Sesudah maut, manusia mengalami suatu masa yang disebut alam barzakh, yaitu masa antara maut dan kiamat (QS.23:100). Jadi barzakh adalah tempat berkumpul atau pemberhentian arwah orang yang sudah mati sebelum dibangkitkan kembali di hari kiamat.
Maut dialami manusia hanya sekali. Hal ini digambarkan dalam firman-Nya yang berarti: “Mereka tidak akan merasakan mati di dalamnya (surga) kecuali mati di dunia. Dan Allah memelihara mereka dari azab neraka” (QS.44:56).
Tentang gambaran maut dijelaskan dalam hadis riwayat Imam Muslim dari Ummu Salamah yang berarti: “Rasulullah SAW memasuki (rumah) Abi Salamah (yang menemui maut). Sungguh matanya terbuka maka beliau memejamkannya. Kemudian beliau bersabda, ‘Roh apabila dicabut, diikuti oleh mata.’ Maka menjeritlah keluarganya. Dan beliau bersabda, ‘Janganlah kalian berdoa atas diri kalian kecuali dengan baik, sungguh malaikat mengamini apa yang kalian katakan.’ Kemudian beliau berdoa, ‘Ya Allah ampunilah dosa Abi Salamah, tinggikanlah derajatnya dalam golongan orang yang mendapat petunjuk, tundalah akibatnya termasuk yang lalu, ampunilah dosa kami dan dosanya wahai Tuhan seru sekalian alam, lapangkanlah baginya kuburnya dan sinarilah ia di dalamnya.’ Dengan demikian, bagi orang mukmin, kedatangan maut itu tidak terasa, sampai-sampai keluarganya tidak mengetahui. Pada hadis lain dijelaskan bahwa matinya orang mukmin ditandai (disertai) dengan keringat pada dahi (HR. an-Nasa’i).

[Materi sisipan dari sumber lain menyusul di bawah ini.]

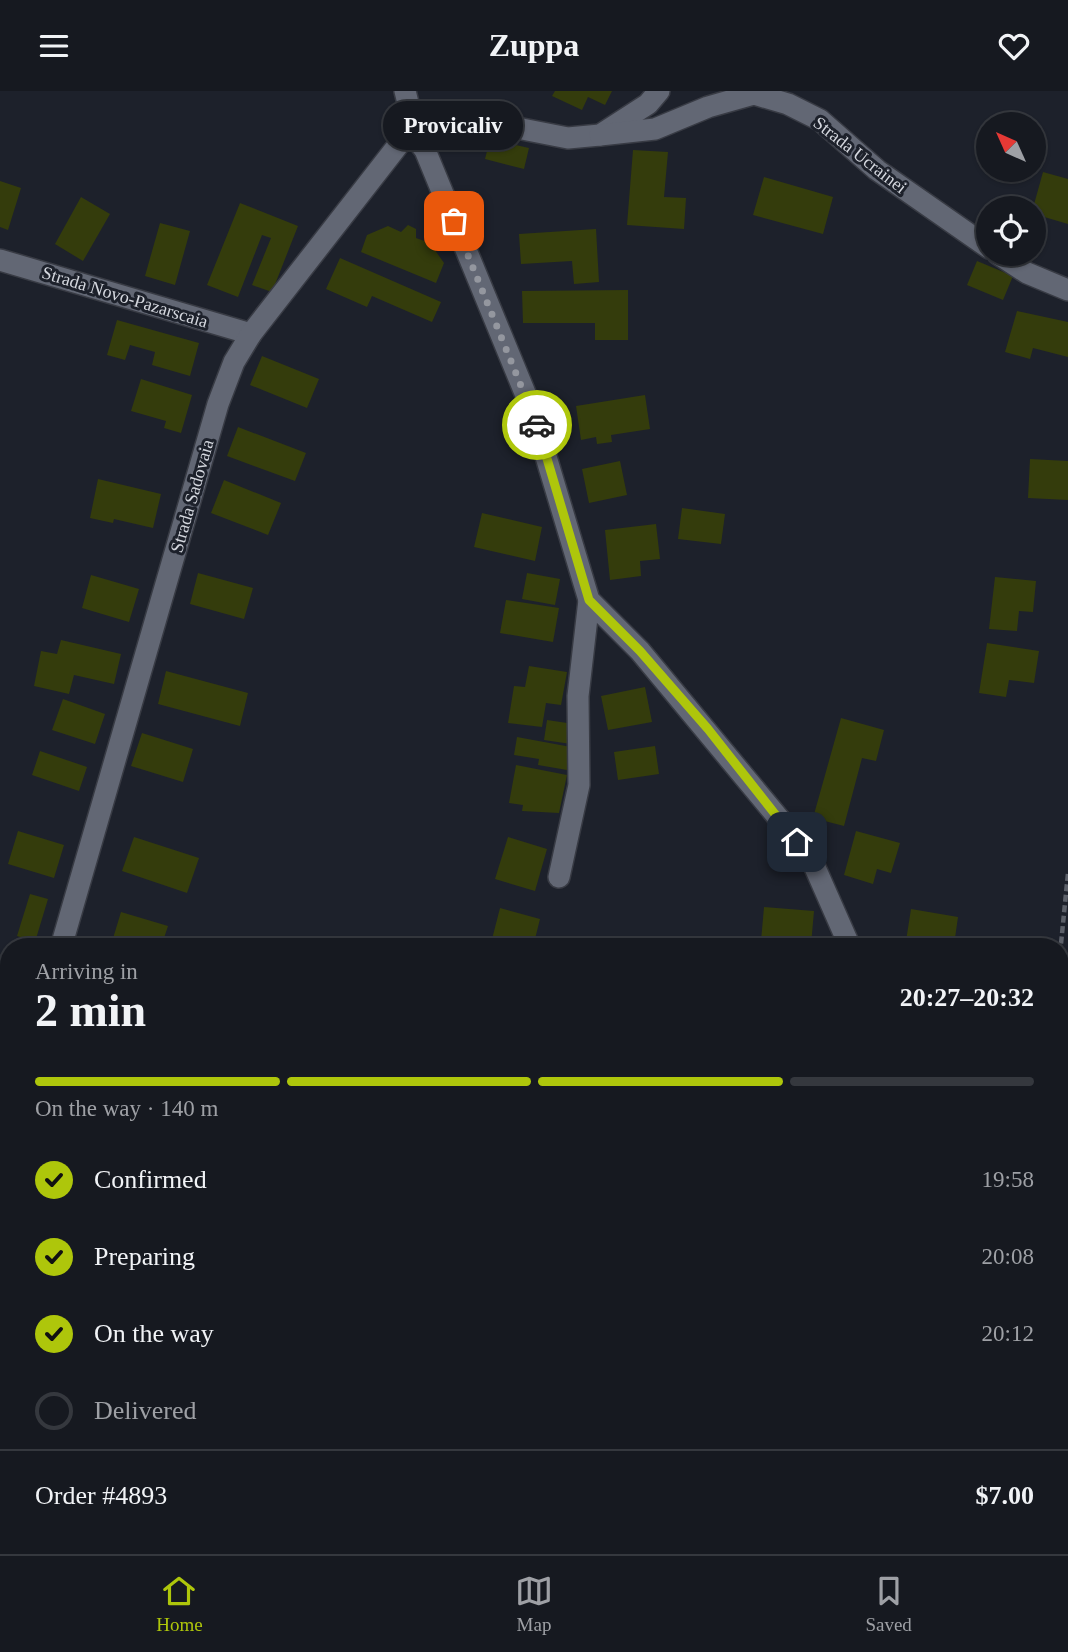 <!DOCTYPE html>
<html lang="en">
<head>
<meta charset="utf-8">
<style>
	body { margin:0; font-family:Georgia,serif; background:#23262d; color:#f1f3f6; height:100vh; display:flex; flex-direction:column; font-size:26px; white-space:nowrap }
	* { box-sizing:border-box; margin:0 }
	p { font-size:23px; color:#9ea0a5 }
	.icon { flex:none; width:38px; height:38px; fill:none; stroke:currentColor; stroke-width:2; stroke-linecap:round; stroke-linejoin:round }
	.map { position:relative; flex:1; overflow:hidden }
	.drawer { position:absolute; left:0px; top:847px; width:1069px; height:616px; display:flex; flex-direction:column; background:#161920; border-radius:28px 28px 0 0; box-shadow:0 2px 5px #0004,0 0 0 2px #35383e }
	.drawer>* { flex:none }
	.needle { width:46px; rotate:315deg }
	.fabs { position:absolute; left:976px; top:21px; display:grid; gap:14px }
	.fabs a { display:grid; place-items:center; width:70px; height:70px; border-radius:50%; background:#161920; box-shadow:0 2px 5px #0004,0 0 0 2px #35383e; font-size:35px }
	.pin { position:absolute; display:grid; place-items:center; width:60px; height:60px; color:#fff; margin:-30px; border-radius:14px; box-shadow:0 4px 10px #0006 }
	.courier { position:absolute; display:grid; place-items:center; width:70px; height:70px; margin:-35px; border:5px solid #aec60b; border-radius:50%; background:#fff; color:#222; box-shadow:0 2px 9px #0007 }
	.bubble { position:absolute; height:49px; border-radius:24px; background:#161920; box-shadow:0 2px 5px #0004,0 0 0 2px #35383e; font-size:23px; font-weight:800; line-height:49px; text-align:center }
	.overview em { font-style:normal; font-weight:800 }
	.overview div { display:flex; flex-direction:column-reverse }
	.overview { display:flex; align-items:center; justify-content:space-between; height:119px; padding:0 35px }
	h1 { font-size:46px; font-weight:800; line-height:52px }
	.bar { display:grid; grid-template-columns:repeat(4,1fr); gap:10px 7px; align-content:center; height:84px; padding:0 35px }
	.bar i { height:9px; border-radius:5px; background:#35383e }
	.bar .on { background:#aec60b }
	.bar p { grid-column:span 4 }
	.line { display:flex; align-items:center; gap:18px; padding:0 35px; border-top:2px solid #35383e }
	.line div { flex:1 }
	ol { padding:0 35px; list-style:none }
	li { display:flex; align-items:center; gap:21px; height:77px }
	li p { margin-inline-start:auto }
	li .icon { padding:7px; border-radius:50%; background:#aec60b; color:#111; stroke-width:4 }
	li:last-child { color:#9ea0a5 }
	li i { width:38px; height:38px; border:4px solid #35383e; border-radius:50% }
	header { display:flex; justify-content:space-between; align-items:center; height:91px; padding:0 35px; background:#161920; font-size:32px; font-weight:800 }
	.menu { display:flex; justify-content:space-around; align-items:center; height:98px; border-top:2px solid #35383e; background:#161920; font-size:19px; color:#9ea0a5 }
	.menu a { display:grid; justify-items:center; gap:4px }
	.menu .on { color:#aec60b }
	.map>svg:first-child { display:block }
</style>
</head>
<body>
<header><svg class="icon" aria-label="menu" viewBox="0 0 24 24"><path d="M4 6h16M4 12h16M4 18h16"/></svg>Zuppa<svg class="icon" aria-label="heart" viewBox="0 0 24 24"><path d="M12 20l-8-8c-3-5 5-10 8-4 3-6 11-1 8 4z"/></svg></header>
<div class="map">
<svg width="1068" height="1463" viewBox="0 0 1068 1463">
	<rect width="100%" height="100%" fill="#1d212b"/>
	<g fill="#343c0c">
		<polygon points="555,0 612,0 605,14 588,6 582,19 552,5"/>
		<polygon points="490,48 529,57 524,78 485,68"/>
		<polygon points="633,59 668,61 664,106 686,107 684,138 627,134"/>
		<polygon points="1043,81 1068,88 1068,133 1034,123 1033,117"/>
		<polygon points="764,86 833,106 823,143 753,124"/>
		<polygon points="0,90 21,97 8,139 0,136"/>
		<polygon points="81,106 110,123 83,170 55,153"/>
		<polygon points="240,112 298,135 272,201 252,194 271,147 262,144 238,206 207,194"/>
		<polygon points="160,132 190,140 175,194 145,185"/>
		<polygon points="408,134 416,138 416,147 430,152 444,172 436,192 361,161 367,144 388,135 401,141"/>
		<polygon points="596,138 599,191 574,193 572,170 521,173 519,143"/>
		<polygon points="340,167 441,211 432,231 372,205 367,216 326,198"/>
		<polygon points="977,170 1013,185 1003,209 967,194"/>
		<polygon points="628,199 628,249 595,249 595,232 523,232 522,200"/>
		<polygon points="1017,220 1068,231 1068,266 1033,257 1030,268 1005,261"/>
		<polygon points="117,229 199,252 190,285 152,274 155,261 130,254 125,269 107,264"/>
		<polygon points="262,265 319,288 307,317 250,294"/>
		<polygon points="141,288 192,304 181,342 164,337 166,330 131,320"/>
		<polygon points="645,304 650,338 611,344 612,351 597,353 596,346 581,349 576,315"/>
		<polygon points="238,336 306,362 295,390 227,365"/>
		<polygon points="1030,368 1068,370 1068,409 1028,407"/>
		<polygon points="620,370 627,404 589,412 582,378"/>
		<polygon points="98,388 161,403 153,437 114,428 113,432 90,427"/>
		<polygon points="224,389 281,412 268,444 211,422"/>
		<polygon points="682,417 725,423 721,453 678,448"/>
		<polygon points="482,422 542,436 535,470 474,456"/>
		<polygon points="656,433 660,468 640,470 641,485 610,489 605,439"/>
		<polygon points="198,482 253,497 244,528 190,513"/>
		<polygon points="527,482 560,488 555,514 522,508"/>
		<polygon points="91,484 139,498 129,531 82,517"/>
		<polygon points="995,486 1036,490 1033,521 1019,520 1017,540 989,538"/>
		<polygon points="506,509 559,517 553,551 500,542"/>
		<polygon points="61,549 121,563 114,593 74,584 69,603 34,595 41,560 57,563"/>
		<polygon points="987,552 1039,560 1034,592 1009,589 1006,606 979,602"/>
		<polygon points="529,575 567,581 561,614 546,612 542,636 508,632 514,595 525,596"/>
		<polygon points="166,580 248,602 240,635 158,613"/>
		<polygon points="645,596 652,631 608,639 601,605"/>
		<polygon points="63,608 105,623 95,653 52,639"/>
		<polygon points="841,627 884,639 876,670 862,667 844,735 813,727"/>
		<polygon points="547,629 574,633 571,653 544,649"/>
		<polygon points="142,642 193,658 183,691 131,675"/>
		<polygon points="517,646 571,656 567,679 538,674 539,668 514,664"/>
		<polygon points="655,655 659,683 618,689 614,661"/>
		<polygon points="40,660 87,676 79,700 32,684"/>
		<polygon points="516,674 567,684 559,722 522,720 523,714 509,712"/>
		<polygon points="18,740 64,754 54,787 8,773"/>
		<polygon points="856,740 900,752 891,782 877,778 873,793 844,784"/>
		<polygon points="134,746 199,767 187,802 122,780"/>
		<polygon points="508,746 547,758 535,800 495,788"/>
		<polygon points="30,803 48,808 35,851 17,845"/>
		<polygon points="764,816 814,820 811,854 761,850"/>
		<polygon points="500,817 540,828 533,856 490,856"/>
		<polygon points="911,818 958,826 954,854 927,849 926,853 906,850"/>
		<polygon points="121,821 168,835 161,856 111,854"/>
		<polygon points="0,1221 9,1225 9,1256 0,1252"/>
	</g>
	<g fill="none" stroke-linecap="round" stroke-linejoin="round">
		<g stroke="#383b44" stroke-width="24">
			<g id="minor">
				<polyline points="406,35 425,59 532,319 589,509 640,560 781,730 813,772 850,856"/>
				<polyline points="406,35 517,37 568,47 600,44 648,13 659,0"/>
				<polyline points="600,44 655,38 708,16 754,3 788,13 820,29 877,79 989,157"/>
				<polyline points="998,163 1027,182 1068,199"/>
				<polyline points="0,169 251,243"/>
				<polyline points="559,786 579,694 578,605 589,509"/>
				<polyline points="61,856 218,313 234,271 251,243 399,53 409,16 405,0"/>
				<polyline points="0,986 9,991"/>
				<polyline points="0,1054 9,1030"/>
				<polyline points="1060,1291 1068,1303"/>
				<polyline points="1060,1373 1068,1375"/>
			</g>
		</g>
		<polyline stroke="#5d616a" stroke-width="4.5" stroke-dasharray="7 3.5" stroke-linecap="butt" points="1060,863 1068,782"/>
		<use href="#minor" stroke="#626774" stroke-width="21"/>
	</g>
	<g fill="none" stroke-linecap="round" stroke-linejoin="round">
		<polyline stroke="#94979f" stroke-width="7" stroke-dasharray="0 12.6" points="454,130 537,334"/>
		<polyline stroke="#aec60b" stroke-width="9" points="537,334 589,509 640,560 708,638 797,751"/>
	</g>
	<g text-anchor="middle" stroke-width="6" stroke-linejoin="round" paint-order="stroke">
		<g font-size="18" fill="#d4d7de" stroke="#1d212b">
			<text transform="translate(860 64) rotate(38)" y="6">Strada Ucrainei</text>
			<text transform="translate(125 206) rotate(17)" y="6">Strada Novo-Pazarscaia</text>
			<text transform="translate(192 405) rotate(-74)" y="6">Strada Sadovaia</text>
		</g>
	</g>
</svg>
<div class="fabs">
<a><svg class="needle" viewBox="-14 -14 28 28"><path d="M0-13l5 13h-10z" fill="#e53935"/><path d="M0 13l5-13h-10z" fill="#9ea0a5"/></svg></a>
<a><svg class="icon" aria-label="locate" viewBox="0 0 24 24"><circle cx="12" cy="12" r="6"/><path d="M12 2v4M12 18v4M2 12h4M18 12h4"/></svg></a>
</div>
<div class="pin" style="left:454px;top:130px;background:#ea580c"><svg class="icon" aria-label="bag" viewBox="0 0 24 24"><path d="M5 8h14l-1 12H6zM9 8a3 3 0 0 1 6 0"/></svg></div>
<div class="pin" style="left:797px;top:751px;background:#1f2937"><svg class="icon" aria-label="home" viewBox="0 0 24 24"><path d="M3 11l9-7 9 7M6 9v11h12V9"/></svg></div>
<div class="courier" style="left:537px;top:334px"><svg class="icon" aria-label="car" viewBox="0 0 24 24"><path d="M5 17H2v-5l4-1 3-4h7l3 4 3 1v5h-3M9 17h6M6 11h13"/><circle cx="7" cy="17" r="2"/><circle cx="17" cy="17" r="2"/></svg></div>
<div class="bubble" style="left:383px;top:10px;width:140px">Provicaliv</div>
<section class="drawer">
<div class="overview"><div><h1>2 min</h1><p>Arriving in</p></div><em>20:27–20:32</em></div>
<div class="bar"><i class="on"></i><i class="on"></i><i class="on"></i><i></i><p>On the way · 140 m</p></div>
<ol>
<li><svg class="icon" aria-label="check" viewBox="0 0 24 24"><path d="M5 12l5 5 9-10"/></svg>Confirmed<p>19:58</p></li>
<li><svg class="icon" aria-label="check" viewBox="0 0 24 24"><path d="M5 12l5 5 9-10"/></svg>Preparing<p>20:08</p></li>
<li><svg class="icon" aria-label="check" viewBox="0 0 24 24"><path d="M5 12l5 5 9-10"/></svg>On the way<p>20:12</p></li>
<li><i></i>Delivered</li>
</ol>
<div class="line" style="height:91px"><div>Order #4893</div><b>$7.00</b></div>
</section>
</div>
<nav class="menu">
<a class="on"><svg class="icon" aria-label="home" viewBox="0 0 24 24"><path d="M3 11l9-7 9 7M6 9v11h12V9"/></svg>Home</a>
<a><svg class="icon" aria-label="map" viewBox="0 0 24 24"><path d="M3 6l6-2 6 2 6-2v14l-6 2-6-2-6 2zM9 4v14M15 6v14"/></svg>Map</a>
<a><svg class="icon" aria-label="saved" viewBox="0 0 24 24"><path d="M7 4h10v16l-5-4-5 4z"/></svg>Saved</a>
</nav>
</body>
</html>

Karena itu, seperti telah dijelaskan di atas, maut adalah nikmat bagi orang mukmin yang siap menghadapinya. Siti Aisyah meriwayatkan hadis yang berarti: “Rasulullah SAW wafat, sementara beliau berada antara dekapan dan daguku, maka aku tidak khawatir akan beratnya maut bagi seseorang selama-lamanya setelah aku melihat Rasulullah SAW (wafat)” (HR. an-Nasa’i).
DAFTAR PUSTAKA
Abud, Abdul Gani. al-Yaum al-Akhir wa al-hayah al-Mu‘asirah. Cairo: Dar al-Fikr al-‘Arabi, 1978.
Gazalba, Sidi. Maut, Batas Kebudayaan dan Agama. Jakarta: Tintamas, 1975.
al-Jauziyah, Ibnu Qayyim. ar-Ruh, terj. Jakarta: Dinamika Barkah Utama, t.t.
al-Khatib, Abdul Karim. Qadiyyah al-Uluhiyyah Bain al-Falsafah wa ad-Din Allah wa al-Insan. Cairo: Dar al-Fikr al-‘Arabi, 1391 H/1971 M.
Noval, In Abdurrazaq. Hari Kiamat, terj. Prof. H Bustani A. Gani dan Drs. M. Thahir Harun. Jakarta: Bulan Bintang, t.t.
Qutub, Muhammad. Tafsir fi zilal Al-Qur’an. Beirut: Dar al-Ihya’ at-Turas al-‘Arabi, t.t.
Syaltut, Mahmud. al-Fatawa. Cairo: Darul Qalam, 1996.
Usman, M. Ali. Maut dan Persoalannya. Jakarta: Bulan Bintang, 1975.